And yet, as Bunting makes clear, the “model occupation” was an occupation nonetheless, and an occupation under Nazi tyranny at that. The bailiffs of the islands had instructions from London to take over civil administration, coordinating whenever possible with German military authorities, whilst ensuring that their actions remained within the limits set forth by the Hague Conventions. Unfortunately, the bailiffs’ coordination began to seem, to a number of islanders, more like “cooperation,” and it included some measures at which the modern reader feels dismay or even horror.

More specifically, when islanders on Guernsey painted “V”-for-British-victory graffiti on road signs across the island, the bailiff of Guernsey offered a £25 reward for information leading to the graffitists’ capture. When two German soldiers were killed in a British raid on the islands, and the Germans demanded in retaliation that island authorities furnish a list of 200 British-born islanders who could be deported to internment camps in Germany, the bailiffs did so, and those deportations were duly carried out.

And, worst of all, in 1941 the Germans’ nazification efforts went beyond Nazi propaganda films in island cinemas, and mandatory German lessons in island schools, to include forced registration of all Jewish residents of the Channel Islands, followed by a series of increasingly severe anti-Jewish laws. Island authorities cooperated here, too, although they could have refused to do so on the basis of the Hague Conventions. As Bunting aptly puts it, “This aspect of the Channel Islands’ Nazification programme was to have tragic consequences, and is one of the most haunting stories of the Occupation” (p. 105).

Therese Steiner, Auguste Spitz, and Marianne Grunfeld were all deported from Guernsey in January of 1942. All three of these women died at Auschwitz.

Another horrifying aspect of the history of the occupation is the fate of the enslaved labourers brought from Russia, Ukraine, Poland, and other parts of Eastern Europe to construct fortifications for the defence of the islands. Hitler was determined to hold on to the islands, in spite of their lack of strategic and tactical value, and therefore millions of deutschmarks were spent on fortifications, and hundreds of workers died from overwork, starvation, and mistreatment. As part of Bunting’s herculean labours in putting this book together, she travelled all the way to Russia to interview some of those workers who were fortunate enough to survive.

Bunting’s impressions of the old German fortifications as a part of modern Channel Islands life match with my own impressions from when I was on Jersey:

The concrete bunkers are now overgrown with brambles, and the anti-tank barriers serve as seawalls. It is hard to imagine the suffering their construction entailed now, especially on a sunny summer’s day, when families picnic on their concrete bulk and the beaches are dotted with the brightly coloured towels of holidaymakers. Even the dank, dark tunnels of Guernsey, Jersey, and Alderney, used for fuel and ammunition depots and underground hospitals, have almost lost their power to disturb. Having survived the depredations of generations of inquisitive children and memorabilia hunters, several have been converted into highly successful museums, bustling with coachloads of tourists snapping up souvenirs and scones. A few scraps of graffiti, such as a star of David, or initials scraped into the setting concrete, hint at the hundreds of men who lost their lives building these vast monuments to Hitler’s grandiose ambitions. (p. 154)
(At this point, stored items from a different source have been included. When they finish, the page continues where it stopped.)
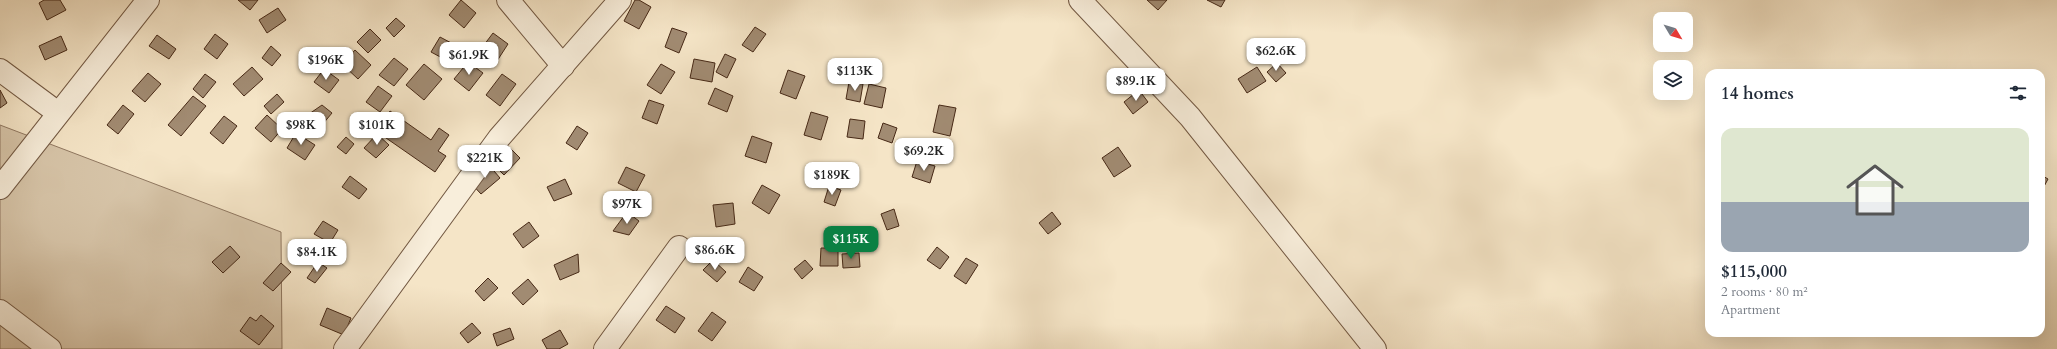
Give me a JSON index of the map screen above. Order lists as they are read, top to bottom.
{
  "north": "bottom right",
  "page": {
    "price": [
      "$62.6K",
      "$61.9K",
      "$196K",
      "$113K",
      "$89.1K",
      "$98K",
      "$101K",
      "$69.2K",
      "$221K",
      "$189K",
      "$97K",
      "$115K",
      "$86.6K",
      "$84.1K"
    ],
    "heading": "14 homes",
    "list": [
      {
        "name": "$115,000",
        "note": "2 rooms · 80 m² · Apartment"
      }
    ]
  }
}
Resistance efforts against the occupation were limited at best, and often seem to have been the province of teenagers expressing youthful defiance. Visit the Jersey War Tunnels museum, and you will see a quote from an islander to the effect of, “What were we supposed to do – go up into the hills, and carry on a resistance from there, like in France? There were no hills to go up into.”

The difficulties of occupation in the Channel Islands got worse after the D-Day invasion of 6 June 1944 began the liberation of Western Europe. As strategically and tactically irrelevant to the Allies as they had been to the Axis, the islands were simply bypassed by the Allied forces as they hit the beaches of Normandy and moved inland across France. The food rationing that had always been an odious feature of occupation life became worse as supplies from France were cut off, and starvation began to seem like a very real prospect for occupied islanders and occupying Germans alike.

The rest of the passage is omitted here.